(Stored items)
-*-*-

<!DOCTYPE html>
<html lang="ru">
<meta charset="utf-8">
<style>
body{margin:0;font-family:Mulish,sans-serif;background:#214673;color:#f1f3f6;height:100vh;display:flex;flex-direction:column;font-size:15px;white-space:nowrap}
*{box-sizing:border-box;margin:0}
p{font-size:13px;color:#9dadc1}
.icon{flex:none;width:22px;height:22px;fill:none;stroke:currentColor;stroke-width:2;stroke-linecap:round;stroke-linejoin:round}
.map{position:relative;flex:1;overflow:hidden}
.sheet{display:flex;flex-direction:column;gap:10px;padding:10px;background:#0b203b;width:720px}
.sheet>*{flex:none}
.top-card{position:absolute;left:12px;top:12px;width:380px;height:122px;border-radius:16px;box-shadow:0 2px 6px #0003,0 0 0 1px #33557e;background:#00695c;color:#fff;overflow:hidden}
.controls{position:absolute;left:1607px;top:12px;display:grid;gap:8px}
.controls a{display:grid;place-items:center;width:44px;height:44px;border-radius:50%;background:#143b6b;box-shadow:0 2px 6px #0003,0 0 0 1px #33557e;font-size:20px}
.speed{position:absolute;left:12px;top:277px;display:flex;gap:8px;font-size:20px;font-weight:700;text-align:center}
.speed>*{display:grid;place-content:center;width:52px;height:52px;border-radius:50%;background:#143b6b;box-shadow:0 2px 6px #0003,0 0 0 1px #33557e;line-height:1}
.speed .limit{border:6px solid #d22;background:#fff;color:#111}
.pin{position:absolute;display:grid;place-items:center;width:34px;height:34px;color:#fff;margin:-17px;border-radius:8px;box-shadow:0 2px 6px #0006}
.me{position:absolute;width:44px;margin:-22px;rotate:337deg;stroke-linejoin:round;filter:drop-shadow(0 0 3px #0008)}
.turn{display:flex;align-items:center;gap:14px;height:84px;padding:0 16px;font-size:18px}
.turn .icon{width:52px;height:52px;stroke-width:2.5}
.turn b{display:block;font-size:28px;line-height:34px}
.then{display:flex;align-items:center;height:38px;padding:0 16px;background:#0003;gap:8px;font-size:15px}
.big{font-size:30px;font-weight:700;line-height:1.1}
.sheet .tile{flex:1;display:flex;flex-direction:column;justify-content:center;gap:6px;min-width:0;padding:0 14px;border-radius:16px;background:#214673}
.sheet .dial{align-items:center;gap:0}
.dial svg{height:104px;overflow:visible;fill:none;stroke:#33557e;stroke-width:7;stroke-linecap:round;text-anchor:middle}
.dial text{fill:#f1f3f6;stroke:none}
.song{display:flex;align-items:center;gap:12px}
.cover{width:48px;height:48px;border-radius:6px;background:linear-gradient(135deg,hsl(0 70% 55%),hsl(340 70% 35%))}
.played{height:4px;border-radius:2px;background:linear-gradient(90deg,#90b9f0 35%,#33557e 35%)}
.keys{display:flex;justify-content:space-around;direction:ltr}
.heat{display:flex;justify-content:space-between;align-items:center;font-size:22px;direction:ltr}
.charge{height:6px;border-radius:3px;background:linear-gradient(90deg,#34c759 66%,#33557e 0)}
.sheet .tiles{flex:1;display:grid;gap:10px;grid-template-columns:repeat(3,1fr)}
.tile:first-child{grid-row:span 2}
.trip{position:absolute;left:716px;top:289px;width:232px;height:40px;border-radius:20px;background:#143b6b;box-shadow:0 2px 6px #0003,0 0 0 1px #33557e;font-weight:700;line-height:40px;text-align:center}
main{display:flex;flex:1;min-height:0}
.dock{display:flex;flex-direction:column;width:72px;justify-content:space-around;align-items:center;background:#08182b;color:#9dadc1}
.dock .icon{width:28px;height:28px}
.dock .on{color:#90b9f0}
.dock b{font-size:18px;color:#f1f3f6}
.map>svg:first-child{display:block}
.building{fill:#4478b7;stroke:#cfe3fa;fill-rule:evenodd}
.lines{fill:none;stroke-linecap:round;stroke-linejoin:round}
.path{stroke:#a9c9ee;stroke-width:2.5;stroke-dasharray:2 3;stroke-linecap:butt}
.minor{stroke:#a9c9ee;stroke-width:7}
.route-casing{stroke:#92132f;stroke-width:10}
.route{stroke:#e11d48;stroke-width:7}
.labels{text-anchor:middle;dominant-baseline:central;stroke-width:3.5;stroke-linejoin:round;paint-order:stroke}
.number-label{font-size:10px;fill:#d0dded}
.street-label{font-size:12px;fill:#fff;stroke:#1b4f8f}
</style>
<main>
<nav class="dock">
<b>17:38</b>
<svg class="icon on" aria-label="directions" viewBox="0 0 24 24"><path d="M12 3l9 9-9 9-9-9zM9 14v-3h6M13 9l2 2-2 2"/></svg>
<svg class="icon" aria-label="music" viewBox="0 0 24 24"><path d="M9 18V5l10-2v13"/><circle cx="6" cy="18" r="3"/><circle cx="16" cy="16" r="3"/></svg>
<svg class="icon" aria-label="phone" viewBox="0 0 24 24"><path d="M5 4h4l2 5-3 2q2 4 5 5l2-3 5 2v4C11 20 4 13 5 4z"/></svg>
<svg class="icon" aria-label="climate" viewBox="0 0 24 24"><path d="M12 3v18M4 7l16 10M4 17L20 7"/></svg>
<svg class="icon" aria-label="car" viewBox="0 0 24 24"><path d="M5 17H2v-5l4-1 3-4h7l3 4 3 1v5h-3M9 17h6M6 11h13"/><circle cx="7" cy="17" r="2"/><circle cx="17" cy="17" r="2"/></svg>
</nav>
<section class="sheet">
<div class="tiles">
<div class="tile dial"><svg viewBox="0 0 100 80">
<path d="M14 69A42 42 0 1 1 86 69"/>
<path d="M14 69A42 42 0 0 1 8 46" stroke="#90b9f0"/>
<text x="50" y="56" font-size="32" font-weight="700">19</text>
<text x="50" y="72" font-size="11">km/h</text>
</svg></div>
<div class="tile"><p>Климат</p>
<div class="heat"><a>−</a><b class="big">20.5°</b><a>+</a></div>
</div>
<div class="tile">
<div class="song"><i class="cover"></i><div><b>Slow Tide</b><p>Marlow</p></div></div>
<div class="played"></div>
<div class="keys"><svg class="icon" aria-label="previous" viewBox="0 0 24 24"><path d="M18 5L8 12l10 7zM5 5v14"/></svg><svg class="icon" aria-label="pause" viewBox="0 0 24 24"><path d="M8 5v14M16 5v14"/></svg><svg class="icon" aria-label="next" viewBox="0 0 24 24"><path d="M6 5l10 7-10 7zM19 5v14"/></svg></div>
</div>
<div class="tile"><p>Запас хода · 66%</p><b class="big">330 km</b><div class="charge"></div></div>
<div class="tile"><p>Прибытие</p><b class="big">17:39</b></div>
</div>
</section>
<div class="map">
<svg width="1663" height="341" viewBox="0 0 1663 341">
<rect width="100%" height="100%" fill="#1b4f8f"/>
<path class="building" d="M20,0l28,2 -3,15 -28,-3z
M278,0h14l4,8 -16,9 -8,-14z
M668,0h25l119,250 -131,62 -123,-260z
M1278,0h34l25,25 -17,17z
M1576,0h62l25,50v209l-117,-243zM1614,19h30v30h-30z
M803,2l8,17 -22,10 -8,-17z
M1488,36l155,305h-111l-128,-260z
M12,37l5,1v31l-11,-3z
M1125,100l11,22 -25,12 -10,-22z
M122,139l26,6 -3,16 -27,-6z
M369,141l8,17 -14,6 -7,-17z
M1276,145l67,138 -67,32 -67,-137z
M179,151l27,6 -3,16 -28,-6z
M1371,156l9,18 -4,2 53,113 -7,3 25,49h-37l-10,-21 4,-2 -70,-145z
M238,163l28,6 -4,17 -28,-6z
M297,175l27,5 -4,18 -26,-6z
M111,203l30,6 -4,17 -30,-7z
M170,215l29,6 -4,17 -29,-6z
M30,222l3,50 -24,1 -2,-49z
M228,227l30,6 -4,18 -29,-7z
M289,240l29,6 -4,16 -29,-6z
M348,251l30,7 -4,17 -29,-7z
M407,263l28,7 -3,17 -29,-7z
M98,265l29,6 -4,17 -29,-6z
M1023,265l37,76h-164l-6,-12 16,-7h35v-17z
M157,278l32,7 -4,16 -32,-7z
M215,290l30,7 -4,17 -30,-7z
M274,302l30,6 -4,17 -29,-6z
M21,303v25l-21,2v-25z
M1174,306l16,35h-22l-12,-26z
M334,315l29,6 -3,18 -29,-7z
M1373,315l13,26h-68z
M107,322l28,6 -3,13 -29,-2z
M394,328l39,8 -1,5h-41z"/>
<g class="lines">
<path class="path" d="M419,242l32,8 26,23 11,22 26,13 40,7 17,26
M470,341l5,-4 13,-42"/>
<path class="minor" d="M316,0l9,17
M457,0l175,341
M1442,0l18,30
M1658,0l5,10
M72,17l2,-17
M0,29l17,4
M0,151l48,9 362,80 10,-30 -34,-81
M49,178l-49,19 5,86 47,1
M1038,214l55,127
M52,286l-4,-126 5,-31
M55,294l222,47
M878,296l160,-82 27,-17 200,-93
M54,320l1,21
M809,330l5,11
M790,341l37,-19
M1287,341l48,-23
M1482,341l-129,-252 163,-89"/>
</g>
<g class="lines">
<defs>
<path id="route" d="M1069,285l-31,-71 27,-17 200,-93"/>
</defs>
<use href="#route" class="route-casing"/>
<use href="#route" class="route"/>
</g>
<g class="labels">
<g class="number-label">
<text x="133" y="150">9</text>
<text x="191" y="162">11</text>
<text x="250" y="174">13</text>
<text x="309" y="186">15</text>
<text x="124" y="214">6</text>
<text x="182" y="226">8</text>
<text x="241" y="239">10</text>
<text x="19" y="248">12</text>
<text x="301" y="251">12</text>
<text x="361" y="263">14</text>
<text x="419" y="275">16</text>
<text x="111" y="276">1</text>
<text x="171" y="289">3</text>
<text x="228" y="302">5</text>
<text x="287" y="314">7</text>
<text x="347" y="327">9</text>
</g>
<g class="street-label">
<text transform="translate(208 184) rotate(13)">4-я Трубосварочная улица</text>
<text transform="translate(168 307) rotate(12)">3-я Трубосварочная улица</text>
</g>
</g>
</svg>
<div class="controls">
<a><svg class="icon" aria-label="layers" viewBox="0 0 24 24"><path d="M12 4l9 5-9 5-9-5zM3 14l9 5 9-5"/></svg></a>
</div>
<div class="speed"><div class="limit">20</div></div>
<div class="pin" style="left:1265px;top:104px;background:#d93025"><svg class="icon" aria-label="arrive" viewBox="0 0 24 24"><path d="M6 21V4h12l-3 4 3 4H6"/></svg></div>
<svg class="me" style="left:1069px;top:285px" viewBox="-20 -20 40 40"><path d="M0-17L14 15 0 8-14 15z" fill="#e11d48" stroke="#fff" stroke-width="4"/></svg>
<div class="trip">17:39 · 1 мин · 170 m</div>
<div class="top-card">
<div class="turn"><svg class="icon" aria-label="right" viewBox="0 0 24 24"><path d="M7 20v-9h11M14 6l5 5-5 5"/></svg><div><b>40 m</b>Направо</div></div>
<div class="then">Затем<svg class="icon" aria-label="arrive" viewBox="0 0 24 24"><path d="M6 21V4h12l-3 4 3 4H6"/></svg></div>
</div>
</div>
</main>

-*-*-

**What needs to be done**
Your task is to list each line of the records with the word "limit".

**Output of the task**
.speed .limit{border:6px solid #d22;background:#fff;color:#111}
<div class="speed"><div class="limit">20</div></div>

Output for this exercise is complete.